Pain and ADHD
A Wandering Mind
Attention deficit/hyperactivity disorder (ADHD) is a diagnosis that welcomes sociology into medicine. According to the CDC, 5-10% of children are treated for this condition each year. ADHD was first described in 1902, but in the past 20 years there has been a marked increase in the number of children treated for behaviors that are seen as unfocused, impulsive and full of excessive energy. Is this a syndrome of the times? Has the emphasis of productivity and obedience have become such strong social norms that children who do not fit into this mold require medication and therapy?
While it is fun to think about these implications, it is clear that there are many common features and objective evidence that ADHD is an actual medical disorder that creates meaningful impairments in many lives. ADHD is associated with a higher risk of committing crimes, unemployment or underemployment, depression, social disenfranchisement and substance use disorder. Experts argue that appropriate diagnosis and treatment of this neurological condition, should be started early to improve outcomes later in life.
Chronic Pain and ADHD
A long term study found that only 15% of children diagnosed in childhood require daily medication and therapy in adulthood, however 65% were found to have ADHD in partial remission, which means symptoms occurred occasionally. Most adults develop self control, but if chronic intractable pain develops, this can certainly that can exhaust these coping mechanisms and allow ADHD to return.

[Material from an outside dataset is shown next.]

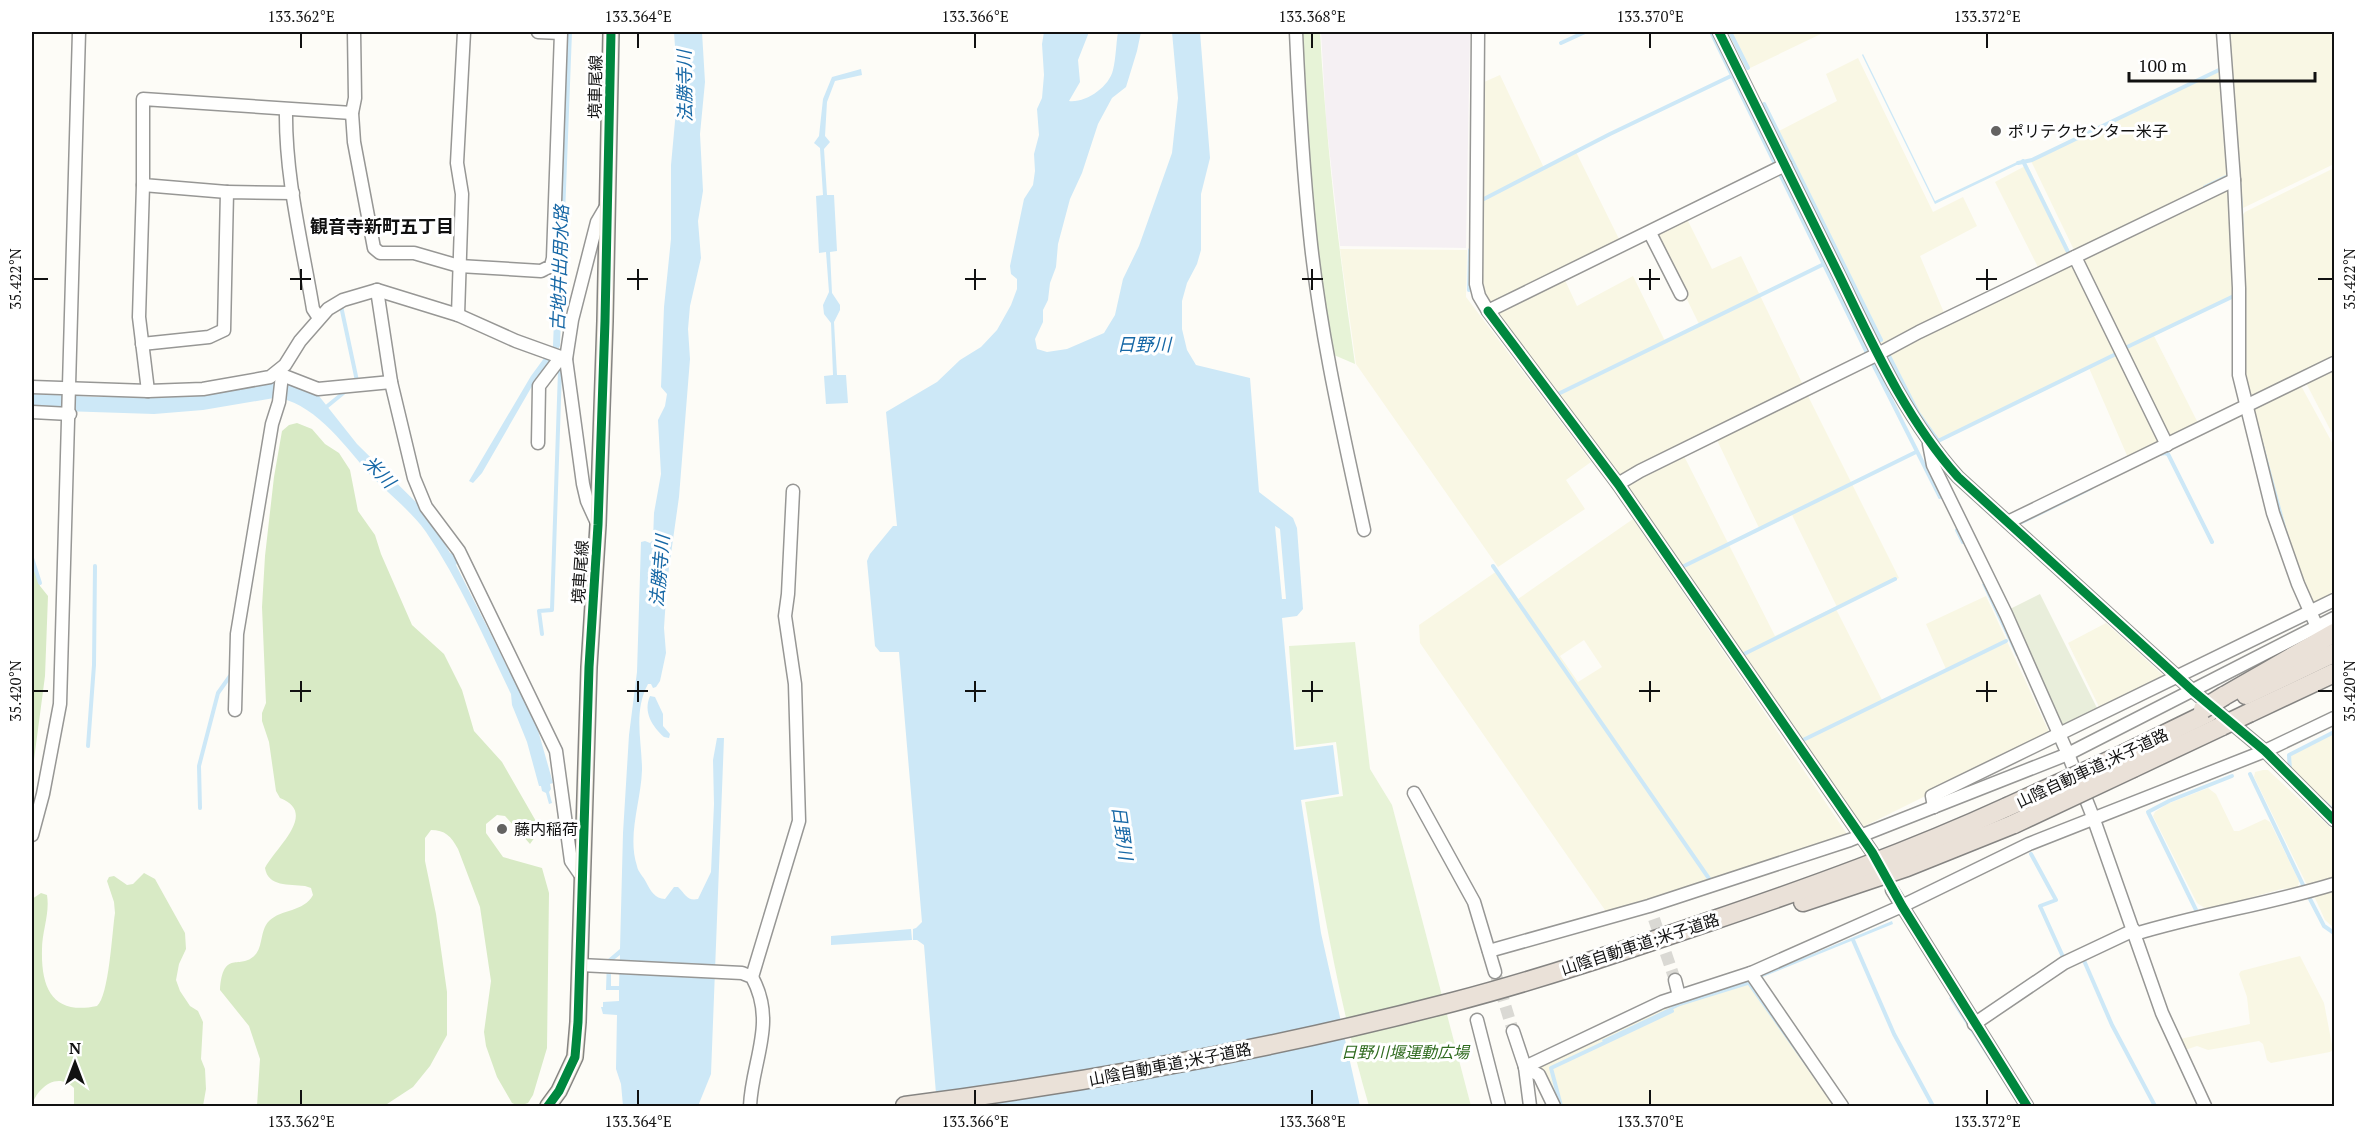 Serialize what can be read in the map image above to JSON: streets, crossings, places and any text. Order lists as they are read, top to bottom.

In fact, a small study in 2007 by behavioral specialists linked ADHD and chronic pain and found that when adults were provided appropriate care, their pain complaints improved.
When one is easily distracted, it becomes a challenge to follow up with physical rehab plans programs or remaining focused on one single topic during behavioral therapy. In addition, one of the features of ADHD is the desire for instant gratification that some opioid medications can provide and therefore puts one at risk for misusing pills.
Declutter and Organize
Chronic pain is dramatically challenging to treat. Hard work, discipline, organization and a strong relationship with a physician who practices multidisciplinary care are the keys to success. It is important to address any mood, sleep and other mental imbalances while managing chronic pain.
What to look for?
Some features common with ADHD include:
- failing to give close attention to details, or making careless errors
- difficulty sustaining attention in tasks
- not listening when spoken to directly
- not following through on instructions or tasks
- poor organization
- avoiding tasks that require sustained, focused mental effort
- easily distracted
- impulsive speech (saying things without much control)
- short temper
- interrupting others when they talk
Everyone has elements of these features, but when they occur frequently and impair your attempts at establishing healthy behaviors, it is possible that you may have untreated ADHD.
Chronic pain does not result from this condition, and treating it will not eliminate pain. It is important to talk to your physician if you feel you may need treatment. At DVPSI we emphasize the importance of evaluating our patients holistically and we have developed a network of specialists who can diagnose and treat ADHD.